Liquidity: Tracking LP contributions at a specific price
In order to keep track of the relative contributions of each LP towards a specific price, concentrated liquidity protocols introduces a liquidity concept. The liquidity measures the proportion of liquidity which a position contributes to each price point within the selected price range. Note that this relationship is not linear but has been simplified here for ease of understanding.
For the same total value locked (TVL), a position with a narrower range will have a higher liquidity value across the common price range. The example below illustrates this fact by running through 3 positions with varying ranges in the same pool.
Taking an ETH-USDC pool with 3 positions with the same TVL, we can see that the proportion of tokens which each position contributes towards supporting the market price differs.
Position | TVL (USD value) | Price Range | Liquidity Contributed |
1 | 6,000 | 1,960-2,020 (Width: 60) | 10 |
2 | 6,000 | 1,980-2,000 (Width: 20) | 30 |
3 | 6,000 | 1,990-2,000 (Width: 10) | 60 |
Each of the positions above have a TVL of 6,000USD with the only difference being the specified price range. With a wider range, the liquidity is spread thinner across the selected price range.
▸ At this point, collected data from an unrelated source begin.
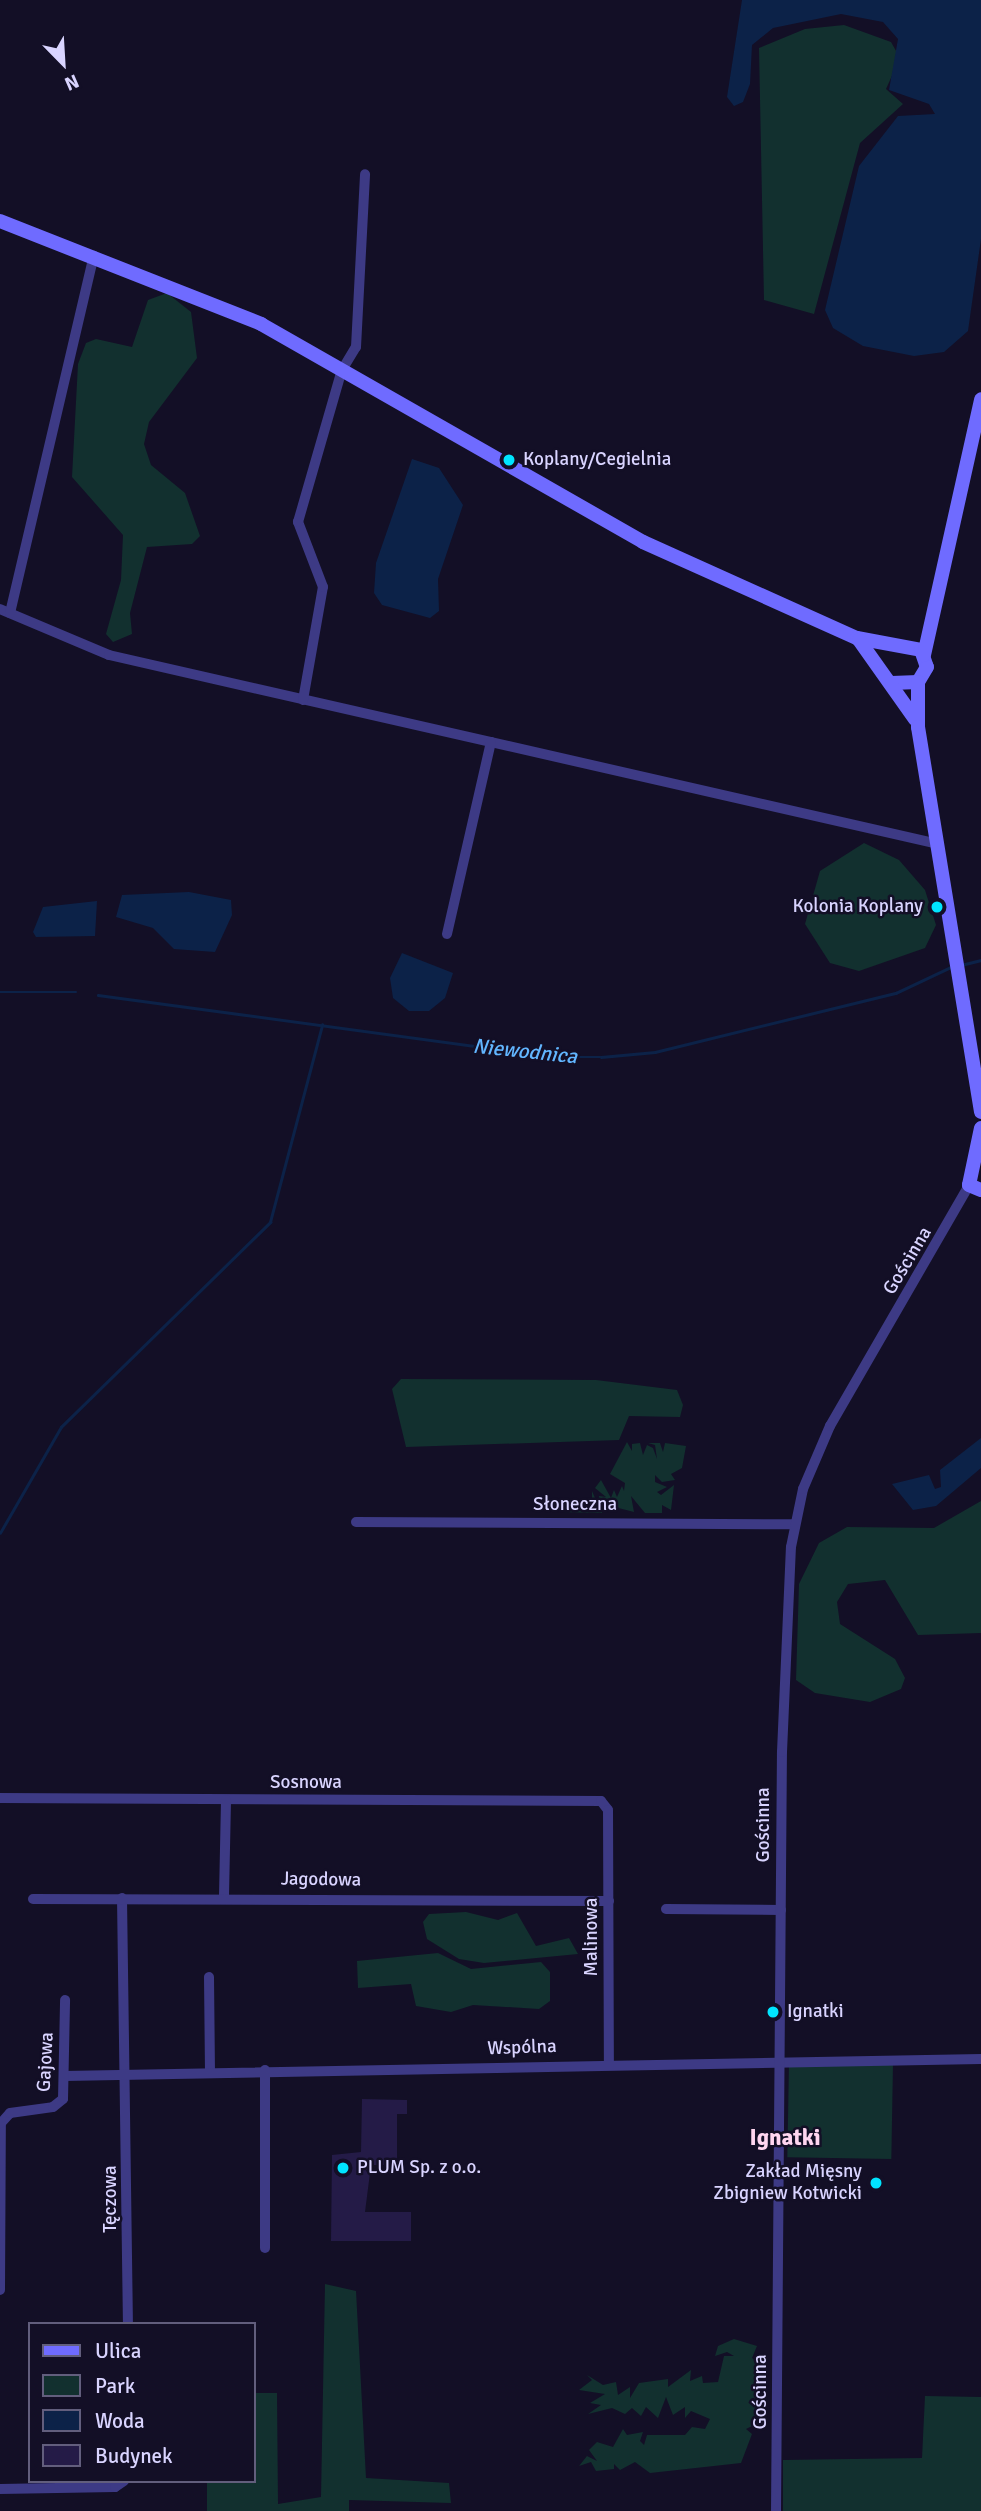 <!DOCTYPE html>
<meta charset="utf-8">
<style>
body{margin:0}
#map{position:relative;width:981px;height:2511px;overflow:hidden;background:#130f26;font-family:Signika,sans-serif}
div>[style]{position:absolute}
.green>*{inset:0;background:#12302f;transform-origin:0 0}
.water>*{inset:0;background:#0c2248}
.stream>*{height:2.5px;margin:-1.25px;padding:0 1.25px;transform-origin:1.25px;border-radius:1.25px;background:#0c2248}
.building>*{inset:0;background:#241b47}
.street>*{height:10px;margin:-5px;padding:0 5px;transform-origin:5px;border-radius:5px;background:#3d3a85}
.secondary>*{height:14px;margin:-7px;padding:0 7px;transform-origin:7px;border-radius:7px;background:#6f6bff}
.dots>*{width:19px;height:19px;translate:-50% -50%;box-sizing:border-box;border:4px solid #130f26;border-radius:50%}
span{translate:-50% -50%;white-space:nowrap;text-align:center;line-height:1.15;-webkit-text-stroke:5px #130f26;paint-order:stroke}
.poi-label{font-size:19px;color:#d9d4ff}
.left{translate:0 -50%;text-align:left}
.right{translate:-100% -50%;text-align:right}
.street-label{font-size:19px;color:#d9d4ff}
.water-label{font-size:21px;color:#62b6ff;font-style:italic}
.quarter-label{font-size:23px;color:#ffd6f0;font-weight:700}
.legend{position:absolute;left:28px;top:2322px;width:228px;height:161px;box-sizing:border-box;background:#130f26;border:2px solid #625e7d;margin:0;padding:9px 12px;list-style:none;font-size:21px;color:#d9d4ff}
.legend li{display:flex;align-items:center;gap:14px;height:35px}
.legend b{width:35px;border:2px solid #625e7d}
.north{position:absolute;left:28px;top:28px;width:70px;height:70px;-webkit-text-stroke:5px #130f26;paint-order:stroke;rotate:156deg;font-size:19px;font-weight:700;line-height:28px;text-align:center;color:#d9d4ff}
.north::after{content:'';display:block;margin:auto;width:24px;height:32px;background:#d9d4ff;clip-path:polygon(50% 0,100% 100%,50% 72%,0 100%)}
</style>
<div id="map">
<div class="green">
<i style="clip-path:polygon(844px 25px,891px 42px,900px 58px,886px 89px,903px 104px,860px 143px,814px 314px,764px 300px,759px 48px,805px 29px)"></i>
<i style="clip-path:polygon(167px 293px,191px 312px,197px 358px,149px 422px,144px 444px,151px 465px,185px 493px,200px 536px,192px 544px,147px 547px,130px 613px,132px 634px,113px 642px,106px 634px,121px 580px,123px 535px,72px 477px,78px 364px,86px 343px,96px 339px,132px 347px,148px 300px)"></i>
<i style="clip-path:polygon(864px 843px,899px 860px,925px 890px,936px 925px,925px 948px,859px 971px,830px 963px,805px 924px,820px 871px)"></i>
<i style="clip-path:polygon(401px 1379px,596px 1380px,677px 1390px,683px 1405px,680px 1417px,629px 1416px,619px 1440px,406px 1447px,392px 1389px)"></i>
<i style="clip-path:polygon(627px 1442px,632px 1451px,632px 1444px,640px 1443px,643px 1455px,647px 1445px,653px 1448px,657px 1459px,655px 1445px,648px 1443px,660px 1443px,663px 1452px,665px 1443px,686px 1446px,682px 1468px,671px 1474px,675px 1480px,662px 1482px,655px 1475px,655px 1482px,667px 1487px,657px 1492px,661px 1495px,674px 1485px,671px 1510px,662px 1505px,662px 1513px,645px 1513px,631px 1496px,634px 1512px,603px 1504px,602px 1513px,561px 1512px,560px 1503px,592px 1504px,592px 1491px,598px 1505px,599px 1496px,606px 1497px,595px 1488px,601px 1480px,611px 1498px,614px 1490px,617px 1497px,622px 1486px,624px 1491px,625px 1483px,610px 1474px)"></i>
<i style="clip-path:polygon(981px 1501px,981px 1633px,918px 1635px,885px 1580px,848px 1584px,837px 1602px,840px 1624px,895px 1659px,905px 1678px,901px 1689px,870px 1702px,815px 1693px,796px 1680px,799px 1584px,819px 1543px,847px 1527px,934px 1528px)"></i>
<i style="clip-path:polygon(466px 1912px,498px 1920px,517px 1913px,536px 1946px,569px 1938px,578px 1954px,484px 1963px,459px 1959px,427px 1939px,423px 1922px,429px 1914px)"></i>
<i style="clip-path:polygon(438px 1953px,471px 1969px,541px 1962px,550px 1972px,550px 2001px,539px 2009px,473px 2005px,451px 2012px,416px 2006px,411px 1984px,358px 1988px,357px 1961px)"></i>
<i style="left:893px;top:2063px;width:96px;height:104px;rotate:91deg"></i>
<i style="clip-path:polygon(325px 2284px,356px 2291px,366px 2478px,449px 2483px,451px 2503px,349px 2500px,349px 2511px,207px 2511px,207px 2481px,254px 2481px,254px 2393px,277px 2393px,278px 2504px,321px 2497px)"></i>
<i style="clip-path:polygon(734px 2339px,757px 2346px,752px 2358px,758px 2362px,758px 2423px,746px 2429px,752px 2434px,741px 2463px,650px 2473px,635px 2462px,620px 2470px,614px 2464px,614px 2469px,596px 2471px,591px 2462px,579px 2466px,587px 2456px,597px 2461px,589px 2450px,597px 2442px,613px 2447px,623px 2429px,627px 2435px,643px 2432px,640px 2441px,644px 2445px,647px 2435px,685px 2435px,692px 2427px,705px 2429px,710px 2419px,691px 2411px,685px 2418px,685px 2407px,673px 2415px,666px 2397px,658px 2418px,646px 2407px,641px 2416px,632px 2408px,625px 2414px,612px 2408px,588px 2414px,601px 2405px,590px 2403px,605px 2394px,579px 2390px,592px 2380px,587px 2375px,603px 2385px,616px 2382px,618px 2395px,630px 2387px,630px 2398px,639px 2383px,668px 2379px,668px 2387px,691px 2370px,690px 2381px,702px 2376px,703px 2383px,718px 2382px,724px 2356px,734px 2356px,727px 2352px,715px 2356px,718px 2346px)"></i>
<i style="clip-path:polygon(925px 2396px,981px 2397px,981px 2511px,783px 2511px,783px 2460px,922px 2458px)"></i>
</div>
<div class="water">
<i style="clip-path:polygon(742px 0,981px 0,981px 239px,968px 331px,944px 352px,914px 356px,863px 346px,833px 328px,825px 310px,859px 166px,898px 116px,935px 114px,929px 104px,889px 90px,898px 39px,883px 22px,841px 14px,773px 28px,752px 45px,750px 84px,743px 102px,734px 106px,727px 97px)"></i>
<i style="clip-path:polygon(412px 459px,439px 468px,463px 505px,438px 579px,439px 611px,430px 618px,382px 605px,374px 593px,376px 563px)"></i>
<i style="clip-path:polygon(189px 892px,231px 900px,232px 915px,215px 952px,174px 949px,153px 928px,116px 917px,122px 895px)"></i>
<i style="clip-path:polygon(97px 901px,95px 936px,36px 937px,33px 932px,43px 907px)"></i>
<i style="clip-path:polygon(402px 953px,453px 973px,445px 998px,429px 1011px,409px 1011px,393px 998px,390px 978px)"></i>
<i style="clip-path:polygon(981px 1438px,981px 1468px,936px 1506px,913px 1510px,892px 1484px,929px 1475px,935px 1489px,941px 1487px,940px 1470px)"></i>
</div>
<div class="stream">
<i style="left:961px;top:965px;width:21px;rotate:-14deg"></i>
<i style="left:0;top:992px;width:76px"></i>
<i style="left:98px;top:995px;width:460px;rotate:7.7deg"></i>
<i style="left:554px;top:1057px;width:47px"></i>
<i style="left:601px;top:1057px;width:54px;rotate:-5.3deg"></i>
<i style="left:655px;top:1052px;width:248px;rotate:-13.8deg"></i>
<i style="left:896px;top:993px;width:61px;rotate:-25.3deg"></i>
<i style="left:0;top:1533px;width:122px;rotate:-60.1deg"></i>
<i style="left:61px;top:1427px;width:293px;rotate:-44.4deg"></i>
<i style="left:270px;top:1222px;width:204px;rotate:-75.2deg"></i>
</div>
<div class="building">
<i style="clip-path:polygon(362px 2099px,407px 2100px,407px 2114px,397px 2114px,397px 2165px,371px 2165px,365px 2212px,411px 2212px,411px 2241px,331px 2241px,332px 2155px,361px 2152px)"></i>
</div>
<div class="street">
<i style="left:0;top:609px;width:118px;rotate:22.9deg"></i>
<i style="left:109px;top:655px;width:850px;rotate:12.84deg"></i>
<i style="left:10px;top:613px;width:367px;rotate:-76.8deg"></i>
<i style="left:303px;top:700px;width:115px;rotate:-80deg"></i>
<i style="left:323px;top:587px;width:70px;rotate:-111deg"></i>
<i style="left:298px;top:522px;width:158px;rotate:-73.9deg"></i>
<i style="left:342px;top:370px;width:27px;rotate:-59deg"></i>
<i style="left:356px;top:347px;width:173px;rotate:-87deg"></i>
<i style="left:447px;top:934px;width:197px;rotate:-77.1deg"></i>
<i style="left:356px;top:1522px;width:439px;rotate:0.3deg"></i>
<i style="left:0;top:1798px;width:601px;rotate:0.29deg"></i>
<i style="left:601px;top:1801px;width:11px;rotate:52deg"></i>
<i style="left:608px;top:1810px;width:253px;rotate:89.8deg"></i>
<i style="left:224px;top:1896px;width:96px;rotate:-88.8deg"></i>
<i style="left:122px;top:1898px;width:426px;rotate:89.2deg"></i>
<i style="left:33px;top:1899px;width:576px;rotate:0.2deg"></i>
<i style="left:666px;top:1909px;width:115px;rotate:0.5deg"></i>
<i style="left:209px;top:1977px;width:95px;rotate:89.4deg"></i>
<i style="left:64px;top:2076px;width:917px;rotate:-1.06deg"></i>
<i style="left:265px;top:2248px;width:178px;rotate:-90deg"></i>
<i style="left:0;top:2290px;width:167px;rotate:-89.7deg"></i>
<i style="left:1px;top:2123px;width:13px;rotate:-48deg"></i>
<i style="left:10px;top:2113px;width:43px;rotate:-7.9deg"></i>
<i style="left:53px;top:2107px;width:13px;rotate:-39deg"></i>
<i style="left:63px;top:2099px;width:99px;rotate:-88.8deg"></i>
<i style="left:0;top:2489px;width:115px;rotate:-1deg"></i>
<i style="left:115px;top:2487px;width:11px;rotate:-34deg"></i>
<i style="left:776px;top:2511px;width:759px;rotate:-89.55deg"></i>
<i style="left:782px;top:1752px;width:205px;rotate:-87.5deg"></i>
<i style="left:791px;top:1547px;width:59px;rotate:-78.3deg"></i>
<i style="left:803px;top:1489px;width:69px;rotate:-66.8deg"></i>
<i style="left:830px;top:1426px;width:278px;rotate:-60deg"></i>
</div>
<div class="secondary">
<i style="left:0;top:221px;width:281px;rotate:21.5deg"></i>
<i style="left:261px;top:324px;width:440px;rotate:29.7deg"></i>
<i style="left:643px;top:542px;width:235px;rotate:24.2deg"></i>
<i style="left:857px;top:638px;width:65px;rotate:10.6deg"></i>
<i style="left:921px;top:650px;width:18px;rotate:71deg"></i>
<i style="left:927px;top:667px;width:17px;rotate:121deg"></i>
<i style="left:918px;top:682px;width:26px;rotate:178deg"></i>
<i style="left:859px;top:640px;width:97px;rotate:54.7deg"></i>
<i style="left:924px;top:655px;width:262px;rotate:-77.4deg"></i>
<i style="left:918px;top:682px;width:45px;rotate:90deg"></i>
<i style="left:918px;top:727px;width:390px;rotate:80.7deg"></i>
<i style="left:981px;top:1128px;width:58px;rotate:101.9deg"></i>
<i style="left:969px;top:1185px;width:13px;rotate:23deg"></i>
</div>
<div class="dots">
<i style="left:509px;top:460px;background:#00e5ff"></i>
<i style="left:937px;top:907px;background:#00e5ff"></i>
<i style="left:773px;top:2012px;background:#00e5ff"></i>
<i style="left:343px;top:2168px;background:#00e5ff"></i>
<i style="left:876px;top:2183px;background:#00e5ff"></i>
</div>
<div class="poi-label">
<span class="left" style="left:523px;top:460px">Koplany/Cegielnia</span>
<span class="right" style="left:923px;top:907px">Kolonia Koplany</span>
<span class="left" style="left:787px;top:2012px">Ignatki</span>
<span class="left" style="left:357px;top:2168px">PLUM Sp. z o.o.</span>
<span class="right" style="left:862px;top:2183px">Zakład Mięsny<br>Zbigniew Kotwicki</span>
</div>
<div class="street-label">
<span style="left:908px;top:1261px;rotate:-59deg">Gościnna</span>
<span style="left:575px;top:1505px">Słoneczna</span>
<span style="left:306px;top:1783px">Sosnowa</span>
<span style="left:764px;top:1825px;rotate:-90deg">Gościnna</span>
<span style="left:321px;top:1880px;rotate:1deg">Jagodowa</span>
<span style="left:592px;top:1937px;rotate:-90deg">Malinowa</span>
<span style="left:522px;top:2048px;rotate:-2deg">Wspólna</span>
<span style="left:46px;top:2062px;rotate:-87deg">Gajowa</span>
<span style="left:111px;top:2199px;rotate:-90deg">Tęczowa</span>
<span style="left:761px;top:2392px;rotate:-90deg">Gościnna</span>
</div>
<div class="water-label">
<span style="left:525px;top:1051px;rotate:6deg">Niewodnica</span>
</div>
<div class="quarter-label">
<span style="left:785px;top:2138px">Ignatki</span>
</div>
<ul class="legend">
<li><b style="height:9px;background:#6f6bff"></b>Ulica</li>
<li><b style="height:19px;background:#12302f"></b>Park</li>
<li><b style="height:19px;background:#0c2248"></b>Woda</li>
<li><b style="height:19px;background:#241b47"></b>Budynek</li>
</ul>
<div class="north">N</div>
</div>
In the above example, the current market price is 1ETH:1,995USDC and hence all 3 positions are supporting the active market price. However, notice that for trades between the price range of 1,990-2,000, more of Position 3âs tokens are being utilized for the trades (i.e. 60% of the tokens being traded between 1,990-2,000 belong to Position 3). As such, it follows that each position should receive a cut of the trading fees based on the liquidity contributed towards a trade.
When plotted on the above graph, a position is represented as follows:
The width on the position (i.e. x-axis) represents the LP's selected price range for the position. LPs will continue to earn a cut of the trading fees if their position's range supports the market price.
The height of the position (i.e. y-axis) measures the liquidity contributed to a specific price. For each trade, the trading fees will be distributed according to the positions supporting the trade as measured by their relative liquidity values.
The area of the position (i.e. width x height) is equivalent to the TVL of the position.